FTIR spectra of irbesartan and physical mixture of irbesartan with excipients

Homogenization speed and time

Batches were prepared at different speeds by keeping the time constant, and the results were as displayed in Fig. 2. Initially, the mean particle size was reduced with the increase in homogenization speed from 2000 to 8000 rpm, with 1000 rpm increment. The results are consistent across batches with a homogenization time of 1 to 5 h. The mean particle size of formulation was in the range of 1730.6 to 957.4 nm. There is a considerable effect of homogenization speed until 6000 rpm with an increment of 1000 rpm in each batch for different homogenization times. The least mean particle size in most cases was found at time 2 h.

Fig. 2
figure 2

Study of homogenization speed on mean particle size at different homogenization time

Effect of homogenization on media milling time

To study the effect of media milling time on mean particle size, the speed of rotation, amount to drug and stabilizer and concentration of beads were unchanged. The results indicate that as the time increases, the MPS decreases due to more attrition (Fig. 3). The mean particle size of nanosuspension prepared by media milling and without homogenization was found to be 820–1782 nm when studied up to 28 h (Fig. 3). The study was carried out starting with 4 to 28 h. After 24 h, the more milling had an insignificant effect on the particle size, so further study was stopped at 28 h regarding effect of milling time.

Fig. 3
figure 3

Effect of milling time and amount of beads on mean particle size

Combination method

First, the pre-suspension was prepared by homogenizing the suspension in a homogenizer at 6000 rpm for 2 h. Then, this nanosuspension was subjected to media milling and the mean particle size was in the range of 932.5–314.2 nm. Here, it was observed that initially as the time passes, the size reduced at a rate of approximately 20%, but after 18 h, the reduction rate was reduced afterwards. After homogenization, the particle size reduced to 932.5 nm compared to 1782 nm found after 4 h of media milling. The study was continued up to 28 h for comparison. The end mean particle size of 314.2 nm was obtained after homogenization and 28 h study compared to 820 nm of without homogenization.

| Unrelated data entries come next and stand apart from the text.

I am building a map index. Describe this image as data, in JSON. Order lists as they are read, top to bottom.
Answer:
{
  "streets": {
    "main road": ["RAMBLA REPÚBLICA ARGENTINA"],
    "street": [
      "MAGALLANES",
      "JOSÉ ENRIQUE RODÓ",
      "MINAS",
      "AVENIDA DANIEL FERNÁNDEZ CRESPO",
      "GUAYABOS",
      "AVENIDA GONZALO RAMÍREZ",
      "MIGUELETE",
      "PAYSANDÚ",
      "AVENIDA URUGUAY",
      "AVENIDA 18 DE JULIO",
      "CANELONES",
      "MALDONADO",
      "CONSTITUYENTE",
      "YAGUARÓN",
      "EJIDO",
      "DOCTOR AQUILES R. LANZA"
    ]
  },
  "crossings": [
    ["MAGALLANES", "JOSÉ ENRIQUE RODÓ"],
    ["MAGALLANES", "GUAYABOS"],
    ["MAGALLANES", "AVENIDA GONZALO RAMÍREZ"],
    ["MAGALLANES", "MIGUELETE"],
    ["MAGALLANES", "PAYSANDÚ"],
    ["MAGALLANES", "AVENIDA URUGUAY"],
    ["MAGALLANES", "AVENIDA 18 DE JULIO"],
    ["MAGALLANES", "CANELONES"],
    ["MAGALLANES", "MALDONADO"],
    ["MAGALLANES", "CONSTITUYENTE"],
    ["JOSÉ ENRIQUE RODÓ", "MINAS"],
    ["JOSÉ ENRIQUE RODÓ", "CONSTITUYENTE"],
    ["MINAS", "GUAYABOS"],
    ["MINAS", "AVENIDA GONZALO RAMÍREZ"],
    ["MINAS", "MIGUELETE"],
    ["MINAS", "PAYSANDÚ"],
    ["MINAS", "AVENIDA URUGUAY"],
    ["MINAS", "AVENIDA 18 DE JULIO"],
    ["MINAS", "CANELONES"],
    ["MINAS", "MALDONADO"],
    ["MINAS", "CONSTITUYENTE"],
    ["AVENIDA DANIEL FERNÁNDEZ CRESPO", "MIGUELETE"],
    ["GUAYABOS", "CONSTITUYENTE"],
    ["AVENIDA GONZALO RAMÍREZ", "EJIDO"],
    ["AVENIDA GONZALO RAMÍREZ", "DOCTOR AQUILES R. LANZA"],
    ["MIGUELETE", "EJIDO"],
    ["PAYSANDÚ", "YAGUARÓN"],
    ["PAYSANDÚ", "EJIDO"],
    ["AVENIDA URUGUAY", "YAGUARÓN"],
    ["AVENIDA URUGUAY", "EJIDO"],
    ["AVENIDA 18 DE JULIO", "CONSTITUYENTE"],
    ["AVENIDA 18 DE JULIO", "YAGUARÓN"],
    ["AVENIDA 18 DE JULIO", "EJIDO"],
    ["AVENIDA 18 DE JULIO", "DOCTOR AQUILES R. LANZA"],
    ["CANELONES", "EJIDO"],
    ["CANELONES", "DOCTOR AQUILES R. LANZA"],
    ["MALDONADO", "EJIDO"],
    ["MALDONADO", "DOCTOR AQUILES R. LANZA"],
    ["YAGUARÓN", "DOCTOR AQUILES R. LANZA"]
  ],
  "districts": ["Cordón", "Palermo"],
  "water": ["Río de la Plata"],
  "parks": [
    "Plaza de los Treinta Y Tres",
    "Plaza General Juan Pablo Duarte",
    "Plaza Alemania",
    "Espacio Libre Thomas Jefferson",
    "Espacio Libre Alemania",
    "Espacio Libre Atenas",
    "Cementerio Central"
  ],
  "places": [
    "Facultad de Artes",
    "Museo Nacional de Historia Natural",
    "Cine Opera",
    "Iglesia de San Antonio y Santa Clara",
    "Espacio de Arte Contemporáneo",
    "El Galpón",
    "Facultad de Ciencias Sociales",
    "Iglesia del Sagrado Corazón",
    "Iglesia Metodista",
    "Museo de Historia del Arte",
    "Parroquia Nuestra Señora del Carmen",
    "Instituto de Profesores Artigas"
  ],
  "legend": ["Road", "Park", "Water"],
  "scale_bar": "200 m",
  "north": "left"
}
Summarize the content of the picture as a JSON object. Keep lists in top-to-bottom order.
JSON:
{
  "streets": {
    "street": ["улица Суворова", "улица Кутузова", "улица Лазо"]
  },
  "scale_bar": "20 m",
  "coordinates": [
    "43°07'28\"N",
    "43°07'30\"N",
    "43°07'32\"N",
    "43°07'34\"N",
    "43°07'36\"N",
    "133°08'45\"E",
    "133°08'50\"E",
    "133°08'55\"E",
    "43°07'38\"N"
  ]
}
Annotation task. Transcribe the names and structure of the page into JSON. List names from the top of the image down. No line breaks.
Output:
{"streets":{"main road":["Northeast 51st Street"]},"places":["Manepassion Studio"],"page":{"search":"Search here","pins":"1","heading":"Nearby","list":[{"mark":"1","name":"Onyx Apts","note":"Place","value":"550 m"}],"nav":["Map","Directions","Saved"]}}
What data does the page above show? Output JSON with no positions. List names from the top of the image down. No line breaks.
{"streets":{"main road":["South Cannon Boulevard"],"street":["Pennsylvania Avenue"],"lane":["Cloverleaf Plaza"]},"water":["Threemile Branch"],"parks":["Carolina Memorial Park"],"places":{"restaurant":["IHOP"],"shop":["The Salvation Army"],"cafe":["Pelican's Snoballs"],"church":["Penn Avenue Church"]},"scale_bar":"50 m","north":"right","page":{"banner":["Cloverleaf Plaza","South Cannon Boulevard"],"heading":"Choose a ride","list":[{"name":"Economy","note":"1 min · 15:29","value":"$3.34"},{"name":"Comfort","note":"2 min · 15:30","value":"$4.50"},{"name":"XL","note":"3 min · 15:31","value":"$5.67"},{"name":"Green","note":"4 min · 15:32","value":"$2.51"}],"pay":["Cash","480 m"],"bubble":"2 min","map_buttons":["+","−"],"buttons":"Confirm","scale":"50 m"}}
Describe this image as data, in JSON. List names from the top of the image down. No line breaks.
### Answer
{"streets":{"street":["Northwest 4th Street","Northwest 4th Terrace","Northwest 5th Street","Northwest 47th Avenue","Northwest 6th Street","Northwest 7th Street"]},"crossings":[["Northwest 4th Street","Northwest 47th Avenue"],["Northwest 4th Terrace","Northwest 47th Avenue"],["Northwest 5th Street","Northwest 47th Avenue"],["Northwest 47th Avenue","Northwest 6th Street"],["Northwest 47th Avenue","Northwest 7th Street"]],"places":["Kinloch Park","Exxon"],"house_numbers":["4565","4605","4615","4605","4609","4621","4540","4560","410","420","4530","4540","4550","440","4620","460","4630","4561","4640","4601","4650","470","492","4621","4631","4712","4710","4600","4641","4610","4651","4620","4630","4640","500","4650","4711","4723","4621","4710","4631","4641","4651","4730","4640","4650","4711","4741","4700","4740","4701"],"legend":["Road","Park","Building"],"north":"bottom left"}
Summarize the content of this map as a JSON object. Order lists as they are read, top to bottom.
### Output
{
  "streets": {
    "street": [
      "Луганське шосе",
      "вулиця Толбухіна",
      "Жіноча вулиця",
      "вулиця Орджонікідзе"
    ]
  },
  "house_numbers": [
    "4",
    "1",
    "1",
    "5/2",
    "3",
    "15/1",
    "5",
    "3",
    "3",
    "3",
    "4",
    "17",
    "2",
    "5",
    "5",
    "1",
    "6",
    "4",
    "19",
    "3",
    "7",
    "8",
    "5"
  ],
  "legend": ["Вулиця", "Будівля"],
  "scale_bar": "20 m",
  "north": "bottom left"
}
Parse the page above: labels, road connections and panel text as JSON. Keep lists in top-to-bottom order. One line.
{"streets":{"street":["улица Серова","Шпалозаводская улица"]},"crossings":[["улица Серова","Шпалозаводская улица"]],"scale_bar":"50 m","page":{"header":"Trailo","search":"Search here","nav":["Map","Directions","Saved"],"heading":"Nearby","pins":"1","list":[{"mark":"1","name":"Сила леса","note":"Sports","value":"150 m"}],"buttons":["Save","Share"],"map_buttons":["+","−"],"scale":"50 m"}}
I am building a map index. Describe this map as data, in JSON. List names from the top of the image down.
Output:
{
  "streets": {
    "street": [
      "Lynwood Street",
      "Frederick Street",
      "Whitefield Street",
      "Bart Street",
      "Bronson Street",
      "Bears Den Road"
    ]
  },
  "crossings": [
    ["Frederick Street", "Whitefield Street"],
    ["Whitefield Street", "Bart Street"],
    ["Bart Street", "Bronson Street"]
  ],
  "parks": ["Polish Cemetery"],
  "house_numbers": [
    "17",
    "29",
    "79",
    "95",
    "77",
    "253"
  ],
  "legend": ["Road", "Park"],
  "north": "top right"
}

Characterization of nanosuspension for final batches

The results of mean particle size, zeta potential, PDI, and drug content of F1 to F9 are in Table 2. The particle size of the designed batches was in the range of 220–350 nm. It was found that the smallest particle size was obtained by formulation F7, 228.4 ± 6.93 nm, as compared to other formulations. All batches show size within the desired range, but the target here was to choose the minimum value for the optimized batch. Zeta potential values were negative 25–30 mV. It did not show significant change and so was not considered during optimization. PDI values range from 0.725 ± 0.21 to 0.399 ± 0.17. For all the formulations, values were less than one, which indicates narrow size distribution. Drug content in all formulation was found in range of 98–100%. In vitro drug release data depends on it, so it prevents the false reading during dissolution study. It also gives idea of the procedural loss of drug. Based on the results, it was decided to choose the mean particle size as one of the dependent variables for optimization. Zeta potential, PDI, and drug content results were acceptable for all batches and in narrow range so they were not considered for optimization.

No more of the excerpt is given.